(Task to complete):
Among the records, how many lines contain "solid"? Only the number is needed.

== Segment start ==

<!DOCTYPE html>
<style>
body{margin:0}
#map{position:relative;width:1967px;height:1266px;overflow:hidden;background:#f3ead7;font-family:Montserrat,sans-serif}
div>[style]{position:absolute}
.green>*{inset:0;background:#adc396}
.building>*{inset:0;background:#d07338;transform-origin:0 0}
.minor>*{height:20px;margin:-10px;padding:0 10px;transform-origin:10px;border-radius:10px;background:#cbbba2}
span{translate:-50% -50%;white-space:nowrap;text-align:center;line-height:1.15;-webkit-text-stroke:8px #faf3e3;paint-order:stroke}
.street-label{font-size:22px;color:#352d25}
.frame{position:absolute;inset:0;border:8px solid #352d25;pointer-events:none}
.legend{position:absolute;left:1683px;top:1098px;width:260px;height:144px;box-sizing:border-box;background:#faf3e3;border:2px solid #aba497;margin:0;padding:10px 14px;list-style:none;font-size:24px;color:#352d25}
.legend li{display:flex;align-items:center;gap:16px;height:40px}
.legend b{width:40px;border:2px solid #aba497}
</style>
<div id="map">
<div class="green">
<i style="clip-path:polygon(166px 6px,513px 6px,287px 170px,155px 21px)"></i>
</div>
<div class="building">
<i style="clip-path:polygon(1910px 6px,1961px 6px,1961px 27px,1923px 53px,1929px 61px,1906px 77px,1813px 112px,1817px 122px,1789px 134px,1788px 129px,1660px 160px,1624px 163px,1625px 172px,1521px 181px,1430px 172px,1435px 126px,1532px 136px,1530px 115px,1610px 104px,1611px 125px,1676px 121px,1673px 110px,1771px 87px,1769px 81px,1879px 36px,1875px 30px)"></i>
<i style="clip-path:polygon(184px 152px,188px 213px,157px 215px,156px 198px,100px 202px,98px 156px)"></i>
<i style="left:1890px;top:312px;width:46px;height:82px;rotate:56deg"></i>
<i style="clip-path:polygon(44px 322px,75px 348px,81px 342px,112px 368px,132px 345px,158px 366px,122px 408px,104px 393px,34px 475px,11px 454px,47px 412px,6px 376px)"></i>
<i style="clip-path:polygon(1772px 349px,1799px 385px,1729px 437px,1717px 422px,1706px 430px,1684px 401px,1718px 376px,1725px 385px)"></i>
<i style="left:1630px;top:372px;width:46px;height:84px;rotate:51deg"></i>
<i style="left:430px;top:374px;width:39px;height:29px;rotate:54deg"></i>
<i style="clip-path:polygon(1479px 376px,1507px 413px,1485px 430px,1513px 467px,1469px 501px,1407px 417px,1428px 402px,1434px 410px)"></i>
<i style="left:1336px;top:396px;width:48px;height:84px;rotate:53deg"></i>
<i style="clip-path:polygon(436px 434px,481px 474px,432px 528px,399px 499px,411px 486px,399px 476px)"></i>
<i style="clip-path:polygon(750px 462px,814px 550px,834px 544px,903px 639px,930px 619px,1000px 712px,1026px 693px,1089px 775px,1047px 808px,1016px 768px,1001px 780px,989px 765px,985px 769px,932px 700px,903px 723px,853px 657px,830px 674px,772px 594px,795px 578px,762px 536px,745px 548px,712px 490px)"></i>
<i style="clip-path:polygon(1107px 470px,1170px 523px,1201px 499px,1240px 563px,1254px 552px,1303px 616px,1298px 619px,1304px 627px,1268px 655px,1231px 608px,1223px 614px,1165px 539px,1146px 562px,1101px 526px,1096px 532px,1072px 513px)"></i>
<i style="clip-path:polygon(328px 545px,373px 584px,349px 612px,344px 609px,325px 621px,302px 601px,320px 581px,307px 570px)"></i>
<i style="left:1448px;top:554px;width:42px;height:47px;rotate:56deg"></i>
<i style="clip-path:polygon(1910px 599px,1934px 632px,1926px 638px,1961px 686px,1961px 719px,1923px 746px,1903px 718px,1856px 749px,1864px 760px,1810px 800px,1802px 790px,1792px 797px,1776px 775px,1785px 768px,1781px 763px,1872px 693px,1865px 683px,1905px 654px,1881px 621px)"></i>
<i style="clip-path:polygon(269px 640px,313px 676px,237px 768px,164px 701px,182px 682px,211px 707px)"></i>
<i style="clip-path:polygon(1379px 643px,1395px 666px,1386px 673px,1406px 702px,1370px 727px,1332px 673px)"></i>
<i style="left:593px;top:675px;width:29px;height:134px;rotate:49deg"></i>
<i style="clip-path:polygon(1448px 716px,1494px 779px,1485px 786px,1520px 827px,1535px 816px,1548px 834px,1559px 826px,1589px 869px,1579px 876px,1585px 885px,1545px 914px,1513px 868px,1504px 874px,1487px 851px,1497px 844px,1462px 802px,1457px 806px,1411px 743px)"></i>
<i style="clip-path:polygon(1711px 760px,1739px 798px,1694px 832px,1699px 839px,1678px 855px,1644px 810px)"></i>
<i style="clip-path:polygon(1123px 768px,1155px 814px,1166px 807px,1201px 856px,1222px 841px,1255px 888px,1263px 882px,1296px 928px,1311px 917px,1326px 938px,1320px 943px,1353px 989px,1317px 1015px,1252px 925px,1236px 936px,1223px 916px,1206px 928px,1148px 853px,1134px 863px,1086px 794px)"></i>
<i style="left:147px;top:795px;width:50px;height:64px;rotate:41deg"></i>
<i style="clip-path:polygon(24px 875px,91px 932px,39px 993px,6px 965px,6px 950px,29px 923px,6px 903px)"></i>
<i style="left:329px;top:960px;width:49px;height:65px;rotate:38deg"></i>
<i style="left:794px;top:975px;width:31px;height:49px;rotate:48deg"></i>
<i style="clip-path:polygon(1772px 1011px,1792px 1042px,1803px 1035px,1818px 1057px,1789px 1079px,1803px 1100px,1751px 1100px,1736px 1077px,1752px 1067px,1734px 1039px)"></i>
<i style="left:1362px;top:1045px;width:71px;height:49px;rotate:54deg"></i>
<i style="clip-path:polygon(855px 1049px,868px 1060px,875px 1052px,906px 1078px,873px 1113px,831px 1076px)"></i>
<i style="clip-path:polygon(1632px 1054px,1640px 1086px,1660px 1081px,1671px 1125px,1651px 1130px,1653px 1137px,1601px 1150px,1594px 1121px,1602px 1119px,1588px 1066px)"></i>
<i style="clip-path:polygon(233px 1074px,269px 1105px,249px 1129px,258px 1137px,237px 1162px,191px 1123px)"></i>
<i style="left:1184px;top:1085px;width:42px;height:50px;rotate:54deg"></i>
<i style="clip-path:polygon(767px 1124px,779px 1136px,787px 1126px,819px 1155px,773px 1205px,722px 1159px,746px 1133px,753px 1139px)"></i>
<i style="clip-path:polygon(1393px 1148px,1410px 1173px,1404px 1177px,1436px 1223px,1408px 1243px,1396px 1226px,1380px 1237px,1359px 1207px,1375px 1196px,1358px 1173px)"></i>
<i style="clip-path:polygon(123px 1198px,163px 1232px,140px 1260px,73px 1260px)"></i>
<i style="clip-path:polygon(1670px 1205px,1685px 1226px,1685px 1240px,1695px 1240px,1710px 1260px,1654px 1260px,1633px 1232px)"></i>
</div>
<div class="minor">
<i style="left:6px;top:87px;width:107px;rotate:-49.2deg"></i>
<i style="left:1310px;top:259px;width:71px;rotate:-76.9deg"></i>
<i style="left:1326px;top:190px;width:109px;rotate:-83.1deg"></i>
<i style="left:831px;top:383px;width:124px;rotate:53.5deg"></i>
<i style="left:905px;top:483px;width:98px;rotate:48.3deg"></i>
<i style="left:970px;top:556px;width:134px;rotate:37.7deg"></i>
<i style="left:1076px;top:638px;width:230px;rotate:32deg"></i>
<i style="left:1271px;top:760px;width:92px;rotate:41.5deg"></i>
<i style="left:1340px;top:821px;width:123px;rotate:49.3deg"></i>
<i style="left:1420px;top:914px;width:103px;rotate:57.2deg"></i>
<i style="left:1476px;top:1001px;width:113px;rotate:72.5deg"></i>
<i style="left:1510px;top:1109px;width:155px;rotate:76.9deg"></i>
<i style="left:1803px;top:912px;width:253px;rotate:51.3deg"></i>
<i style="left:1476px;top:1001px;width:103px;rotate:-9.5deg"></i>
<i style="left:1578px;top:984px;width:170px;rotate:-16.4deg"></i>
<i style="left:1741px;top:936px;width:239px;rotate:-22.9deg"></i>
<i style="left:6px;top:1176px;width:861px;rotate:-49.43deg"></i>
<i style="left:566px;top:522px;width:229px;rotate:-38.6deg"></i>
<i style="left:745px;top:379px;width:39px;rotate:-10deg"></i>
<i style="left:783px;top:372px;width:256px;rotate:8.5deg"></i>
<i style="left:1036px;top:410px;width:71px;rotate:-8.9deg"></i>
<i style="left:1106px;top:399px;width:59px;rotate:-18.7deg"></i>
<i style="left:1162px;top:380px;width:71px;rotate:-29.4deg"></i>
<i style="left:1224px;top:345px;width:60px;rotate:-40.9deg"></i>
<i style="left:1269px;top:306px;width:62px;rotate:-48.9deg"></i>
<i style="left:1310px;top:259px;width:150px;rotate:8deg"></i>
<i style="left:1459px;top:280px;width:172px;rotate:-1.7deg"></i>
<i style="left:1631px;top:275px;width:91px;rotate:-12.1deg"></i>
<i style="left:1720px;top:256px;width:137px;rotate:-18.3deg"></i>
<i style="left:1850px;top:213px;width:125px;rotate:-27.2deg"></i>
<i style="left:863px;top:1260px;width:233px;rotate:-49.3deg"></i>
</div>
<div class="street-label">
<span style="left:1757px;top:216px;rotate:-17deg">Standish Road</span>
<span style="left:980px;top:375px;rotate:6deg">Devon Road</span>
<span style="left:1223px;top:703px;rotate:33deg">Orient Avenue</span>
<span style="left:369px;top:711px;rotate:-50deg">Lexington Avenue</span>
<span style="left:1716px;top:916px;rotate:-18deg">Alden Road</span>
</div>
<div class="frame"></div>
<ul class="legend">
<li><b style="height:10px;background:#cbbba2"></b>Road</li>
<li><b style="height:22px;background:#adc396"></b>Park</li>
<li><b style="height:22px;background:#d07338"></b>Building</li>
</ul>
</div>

== Segment end ==
== Segment start ==

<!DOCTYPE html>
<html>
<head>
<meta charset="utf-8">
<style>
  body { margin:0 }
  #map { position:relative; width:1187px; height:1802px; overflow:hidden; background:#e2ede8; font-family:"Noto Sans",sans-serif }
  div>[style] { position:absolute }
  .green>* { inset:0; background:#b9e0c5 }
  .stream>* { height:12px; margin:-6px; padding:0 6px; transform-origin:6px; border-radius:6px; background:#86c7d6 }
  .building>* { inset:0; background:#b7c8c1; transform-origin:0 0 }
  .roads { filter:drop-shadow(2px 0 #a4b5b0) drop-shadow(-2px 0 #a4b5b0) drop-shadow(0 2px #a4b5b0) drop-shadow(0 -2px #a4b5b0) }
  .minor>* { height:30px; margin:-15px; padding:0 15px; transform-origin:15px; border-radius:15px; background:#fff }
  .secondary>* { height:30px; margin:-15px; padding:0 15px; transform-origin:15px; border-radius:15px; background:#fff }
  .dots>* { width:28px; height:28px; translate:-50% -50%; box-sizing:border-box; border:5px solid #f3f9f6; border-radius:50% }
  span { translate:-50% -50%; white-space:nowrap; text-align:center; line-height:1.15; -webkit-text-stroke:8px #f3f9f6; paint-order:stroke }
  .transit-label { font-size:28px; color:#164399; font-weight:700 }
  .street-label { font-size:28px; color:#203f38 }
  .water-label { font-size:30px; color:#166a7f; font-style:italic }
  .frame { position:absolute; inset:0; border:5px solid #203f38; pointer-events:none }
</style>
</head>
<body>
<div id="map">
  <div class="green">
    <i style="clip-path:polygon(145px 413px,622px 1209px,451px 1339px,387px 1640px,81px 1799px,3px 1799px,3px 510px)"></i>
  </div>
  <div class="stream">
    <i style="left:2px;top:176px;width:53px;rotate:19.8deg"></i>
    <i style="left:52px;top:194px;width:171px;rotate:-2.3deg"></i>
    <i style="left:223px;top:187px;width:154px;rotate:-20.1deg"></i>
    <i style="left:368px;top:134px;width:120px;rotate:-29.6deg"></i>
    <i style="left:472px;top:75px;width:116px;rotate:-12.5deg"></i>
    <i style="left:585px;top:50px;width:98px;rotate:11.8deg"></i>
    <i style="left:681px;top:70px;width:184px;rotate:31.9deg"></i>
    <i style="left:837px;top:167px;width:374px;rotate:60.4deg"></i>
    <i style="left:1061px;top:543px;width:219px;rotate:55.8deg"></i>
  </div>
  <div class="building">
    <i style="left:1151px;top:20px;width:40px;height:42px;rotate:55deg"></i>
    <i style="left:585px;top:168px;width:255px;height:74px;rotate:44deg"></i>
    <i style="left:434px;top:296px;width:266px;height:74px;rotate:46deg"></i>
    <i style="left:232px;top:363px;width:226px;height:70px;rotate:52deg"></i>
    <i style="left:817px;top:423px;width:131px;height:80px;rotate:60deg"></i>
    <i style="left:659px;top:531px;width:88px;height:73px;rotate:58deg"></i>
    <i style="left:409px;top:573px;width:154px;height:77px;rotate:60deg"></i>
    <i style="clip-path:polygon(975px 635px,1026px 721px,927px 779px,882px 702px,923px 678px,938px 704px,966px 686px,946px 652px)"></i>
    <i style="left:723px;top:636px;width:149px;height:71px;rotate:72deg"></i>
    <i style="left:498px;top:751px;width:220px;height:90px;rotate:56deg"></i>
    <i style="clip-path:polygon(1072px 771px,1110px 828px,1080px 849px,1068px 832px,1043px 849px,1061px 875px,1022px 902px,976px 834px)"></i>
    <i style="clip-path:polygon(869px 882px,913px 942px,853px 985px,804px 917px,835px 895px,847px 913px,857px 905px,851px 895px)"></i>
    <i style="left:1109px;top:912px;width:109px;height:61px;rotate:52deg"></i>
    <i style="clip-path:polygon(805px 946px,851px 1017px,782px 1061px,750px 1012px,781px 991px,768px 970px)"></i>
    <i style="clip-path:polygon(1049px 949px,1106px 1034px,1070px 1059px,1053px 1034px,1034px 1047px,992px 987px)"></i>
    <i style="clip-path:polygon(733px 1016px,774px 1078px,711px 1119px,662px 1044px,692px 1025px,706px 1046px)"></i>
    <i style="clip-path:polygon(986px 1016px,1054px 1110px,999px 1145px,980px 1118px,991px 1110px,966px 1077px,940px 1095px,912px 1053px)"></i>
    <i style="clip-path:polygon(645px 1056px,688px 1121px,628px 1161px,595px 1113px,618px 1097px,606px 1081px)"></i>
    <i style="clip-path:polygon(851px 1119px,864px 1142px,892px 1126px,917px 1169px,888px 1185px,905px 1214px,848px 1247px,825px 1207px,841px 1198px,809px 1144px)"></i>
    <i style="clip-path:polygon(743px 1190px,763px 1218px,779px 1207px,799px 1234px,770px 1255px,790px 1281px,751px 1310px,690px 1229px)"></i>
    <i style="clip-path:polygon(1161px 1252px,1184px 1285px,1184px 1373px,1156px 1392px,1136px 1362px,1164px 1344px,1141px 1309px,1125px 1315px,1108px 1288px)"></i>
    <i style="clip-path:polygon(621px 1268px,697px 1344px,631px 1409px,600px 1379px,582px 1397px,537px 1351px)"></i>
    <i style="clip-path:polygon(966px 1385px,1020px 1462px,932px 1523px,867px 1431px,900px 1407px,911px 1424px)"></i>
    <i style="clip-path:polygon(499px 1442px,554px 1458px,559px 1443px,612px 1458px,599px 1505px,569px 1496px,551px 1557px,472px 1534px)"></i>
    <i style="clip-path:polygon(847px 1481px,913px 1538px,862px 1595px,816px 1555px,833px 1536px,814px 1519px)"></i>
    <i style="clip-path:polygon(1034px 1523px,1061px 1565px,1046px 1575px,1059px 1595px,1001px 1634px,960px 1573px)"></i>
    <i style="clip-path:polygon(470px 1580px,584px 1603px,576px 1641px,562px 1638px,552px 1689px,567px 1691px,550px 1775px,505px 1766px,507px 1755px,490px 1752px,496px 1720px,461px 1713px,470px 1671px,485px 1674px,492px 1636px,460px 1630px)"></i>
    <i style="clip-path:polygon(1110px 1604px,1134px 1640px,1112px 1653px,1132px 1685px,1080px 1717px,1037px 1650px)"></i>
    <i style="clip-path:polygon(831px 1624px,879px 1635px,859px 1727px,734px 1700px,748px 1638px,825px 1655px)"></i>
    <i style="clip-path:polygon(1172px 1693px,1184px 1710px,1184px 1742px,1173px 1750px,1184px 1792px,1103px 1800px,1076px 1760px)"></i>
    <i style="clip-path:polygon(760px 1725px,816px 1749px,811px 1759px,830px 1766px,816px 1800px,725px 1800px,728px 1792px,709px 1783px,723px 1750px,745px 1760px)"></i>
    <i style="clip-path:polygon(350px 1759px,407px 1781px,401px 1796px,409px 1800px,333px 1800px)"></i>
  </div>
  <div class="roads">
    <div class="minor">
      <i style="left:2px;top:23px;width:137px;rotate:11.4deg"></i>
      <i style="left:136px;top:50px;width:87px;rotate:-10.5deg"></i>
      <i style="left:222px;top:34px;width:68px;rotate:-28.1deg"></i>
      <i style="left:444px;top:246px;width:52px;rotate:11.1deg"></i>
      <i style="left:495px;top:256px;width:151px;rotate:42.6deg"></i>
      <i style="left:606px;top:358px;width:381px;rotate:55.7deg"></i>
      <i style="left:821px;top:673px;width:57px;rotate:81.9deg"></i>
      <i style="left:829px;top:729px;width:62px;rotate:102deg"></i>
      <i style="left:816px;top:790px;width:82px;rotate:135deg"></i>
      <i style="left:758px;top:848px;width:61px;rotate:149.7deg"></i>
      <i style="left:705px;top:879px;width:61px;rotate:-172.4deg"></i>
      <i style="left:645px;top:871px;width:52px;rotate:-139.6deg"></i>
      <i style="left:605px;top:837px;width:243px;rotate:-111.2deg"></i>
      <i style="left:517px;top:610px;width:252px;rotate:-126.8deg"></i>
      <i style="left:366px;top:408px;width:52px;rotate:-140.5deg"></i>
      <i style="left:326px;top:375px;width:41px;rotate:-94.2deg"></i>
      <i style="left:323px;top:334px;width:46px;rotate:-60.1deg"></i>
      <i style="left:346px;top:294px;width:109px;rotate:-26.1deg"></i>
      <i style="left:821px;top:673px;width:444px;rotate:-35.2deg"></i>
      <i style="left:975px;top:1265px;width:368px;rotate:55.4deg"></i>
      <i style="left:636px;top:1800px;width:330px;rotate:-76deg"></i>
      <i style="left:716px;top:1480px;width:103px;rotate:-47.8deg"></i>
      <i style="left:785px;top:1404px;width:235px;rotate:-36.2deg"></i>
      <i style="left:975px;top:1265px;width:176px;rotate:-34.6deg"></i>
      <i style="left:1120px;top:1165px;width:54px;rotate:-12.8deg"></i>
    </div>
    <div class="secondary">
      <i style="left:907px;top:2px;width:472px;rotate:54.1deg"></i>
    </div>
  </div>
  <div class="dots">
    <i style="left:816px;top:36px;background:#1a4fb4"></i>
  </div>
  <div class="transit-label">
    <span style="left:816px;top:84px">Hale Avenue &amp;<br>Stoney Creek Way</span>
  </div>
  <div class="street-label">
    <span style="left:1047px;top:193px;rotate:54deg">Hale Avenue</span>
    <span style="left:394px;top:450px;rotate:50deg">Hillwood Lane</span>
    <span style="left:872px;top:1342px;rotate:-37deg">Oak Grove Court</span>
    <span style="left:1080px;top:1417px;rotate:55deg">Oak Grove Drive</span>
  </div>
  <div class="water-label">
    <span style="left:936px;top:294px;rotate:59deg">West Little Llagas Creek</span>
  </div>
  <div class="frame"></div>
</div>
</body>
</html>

== Segment end ==

(Output):
5